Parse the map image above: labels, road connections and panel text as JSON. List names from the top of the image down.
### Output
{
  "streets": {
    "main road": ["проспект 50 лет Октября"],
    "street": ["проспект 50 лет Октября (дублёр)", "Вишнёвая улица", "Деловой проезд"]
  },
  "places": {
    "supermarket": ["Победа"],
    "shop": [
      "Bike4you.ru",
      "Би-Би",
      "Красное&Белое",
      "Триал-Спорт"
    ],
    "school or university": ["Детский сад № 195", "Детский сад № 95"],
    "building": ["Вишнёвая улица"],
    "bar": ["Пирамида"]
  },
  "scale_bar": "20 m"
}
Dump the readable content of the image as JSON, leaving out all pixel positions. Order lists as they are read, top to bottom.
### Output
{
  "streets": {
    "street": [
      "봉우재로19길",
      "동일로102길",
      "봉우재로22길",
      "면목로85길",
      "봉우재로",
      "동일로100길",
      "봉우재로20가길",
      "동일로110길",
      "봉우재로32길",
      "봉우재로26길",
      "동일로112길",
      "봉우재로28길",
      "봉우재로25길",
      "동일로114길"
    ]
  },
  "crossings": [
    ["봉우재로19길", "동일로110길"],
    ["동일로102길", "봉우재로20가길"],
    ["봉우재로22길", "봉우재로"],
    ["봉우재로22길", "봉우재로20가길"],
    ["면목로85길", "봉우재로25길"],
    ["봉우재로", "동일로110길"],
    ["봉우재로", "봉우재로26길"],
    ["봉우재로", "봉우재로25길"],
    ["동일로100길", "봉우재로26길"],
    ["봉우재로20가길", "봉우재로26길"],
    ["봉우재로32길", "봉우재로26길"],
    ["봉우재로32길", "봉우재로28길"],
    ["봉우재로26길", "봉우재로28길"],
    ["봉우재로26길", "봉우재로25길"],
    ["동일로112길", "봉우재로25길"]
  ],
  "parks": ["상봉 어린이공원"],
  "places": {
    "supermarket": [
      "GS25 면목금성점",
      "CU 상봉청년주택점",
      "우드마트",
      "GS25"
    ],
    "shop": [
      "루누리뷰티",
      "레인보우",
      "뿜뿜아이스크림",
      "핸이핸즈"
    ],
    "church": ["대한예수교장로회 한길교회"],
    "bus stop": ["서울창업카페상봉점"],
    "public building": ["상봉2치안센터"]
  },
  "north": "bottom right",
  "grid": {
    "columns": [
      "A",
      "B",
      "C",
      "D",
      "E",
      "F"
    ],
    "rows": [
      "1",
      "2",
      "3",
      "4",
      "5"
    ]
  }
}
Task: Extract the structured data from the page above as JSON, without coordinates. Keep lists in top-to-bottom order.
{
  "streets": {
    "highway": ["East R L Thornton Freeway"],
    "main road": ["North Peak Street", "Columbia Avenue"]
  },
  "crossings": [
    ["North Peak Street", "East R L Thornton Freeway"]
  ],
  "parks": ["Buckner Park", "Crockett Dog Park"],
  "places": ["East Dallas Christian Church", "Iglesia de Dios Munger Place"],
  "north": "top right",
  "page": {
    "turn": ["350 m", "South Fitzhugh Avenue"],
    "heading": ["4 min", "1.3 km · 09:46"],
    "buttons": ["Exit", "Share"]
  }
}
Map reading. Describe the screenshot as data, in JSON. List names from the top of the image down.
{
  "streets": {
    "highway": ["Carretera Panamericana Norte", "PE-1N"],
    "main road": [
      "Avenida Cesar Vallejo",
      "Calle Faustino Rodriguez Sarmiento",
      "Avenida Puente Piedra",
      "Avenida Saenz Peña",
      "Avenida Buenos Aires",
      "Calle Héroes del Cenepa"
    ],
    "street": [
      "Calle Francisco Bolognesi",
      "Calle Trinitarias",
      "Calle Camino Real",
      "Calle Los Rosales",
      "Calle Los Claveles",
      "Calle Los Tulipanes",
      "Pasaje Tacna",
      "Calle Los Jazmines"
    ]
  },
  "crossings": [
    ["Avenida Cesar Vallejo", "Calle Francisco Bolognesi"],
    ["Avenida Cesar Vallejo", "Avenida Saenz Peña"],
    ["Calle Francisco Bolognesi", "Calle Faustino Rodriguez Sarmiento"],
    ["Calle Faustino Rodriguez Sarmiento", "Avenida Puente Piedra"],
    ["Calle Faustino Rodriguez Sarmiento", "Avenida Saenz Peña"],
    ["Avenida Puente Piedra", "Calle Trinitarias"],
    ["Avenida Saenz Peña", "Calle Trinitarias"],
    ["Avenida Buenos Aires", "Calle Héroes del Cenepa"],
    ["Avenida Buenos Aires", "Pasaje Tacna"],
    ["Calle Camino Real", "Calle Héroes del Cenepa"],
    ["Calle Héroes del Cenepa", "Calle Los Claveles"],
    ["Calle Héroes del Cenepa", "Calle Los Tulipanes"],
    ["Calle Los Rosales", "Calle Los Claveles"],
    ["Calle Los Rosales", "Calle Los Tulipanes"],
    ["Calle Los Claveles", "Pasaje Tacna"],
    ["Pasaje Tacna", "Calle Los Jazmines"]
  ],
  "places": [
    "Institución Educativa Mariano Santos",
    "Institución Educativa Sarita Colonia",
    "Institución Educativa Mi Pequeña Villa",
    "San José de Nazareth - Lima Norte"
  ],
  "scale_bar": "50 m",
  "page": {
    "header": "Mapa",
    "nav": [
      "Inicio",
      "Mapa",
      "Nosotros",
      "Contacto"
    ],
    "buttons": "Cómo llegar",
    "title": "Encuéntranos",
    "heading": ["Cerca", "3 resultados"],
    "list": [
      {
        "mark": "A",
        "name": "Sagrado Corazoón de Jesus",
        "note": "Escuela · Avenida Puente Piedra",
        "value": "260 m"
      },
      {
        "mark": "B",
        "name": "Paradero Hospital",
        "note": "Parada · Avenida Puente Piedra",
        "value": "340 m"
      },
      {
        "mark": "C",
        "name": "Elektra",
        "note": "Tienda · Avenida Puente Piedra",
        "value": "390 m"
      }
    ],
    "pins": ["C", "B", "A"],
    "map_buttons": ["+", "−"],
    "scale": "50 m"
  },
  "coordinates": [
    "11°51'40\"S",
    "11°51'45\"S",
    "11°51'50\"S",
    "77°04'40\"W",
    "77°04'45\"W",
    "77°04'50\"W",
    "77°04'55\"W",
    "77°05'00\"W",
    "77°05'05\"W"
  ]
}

▶ WORK ORDER: Would you please copy each line of the listing that contains the word "data"?

▶ RESULT OF THE TASK:
Task: Extract the structured data from the page above as JSON, without coordinates. Keep lists in top-to-bottom order.
Map reading. Describe the screenshot as data, in JSON. List names from the top of the image down.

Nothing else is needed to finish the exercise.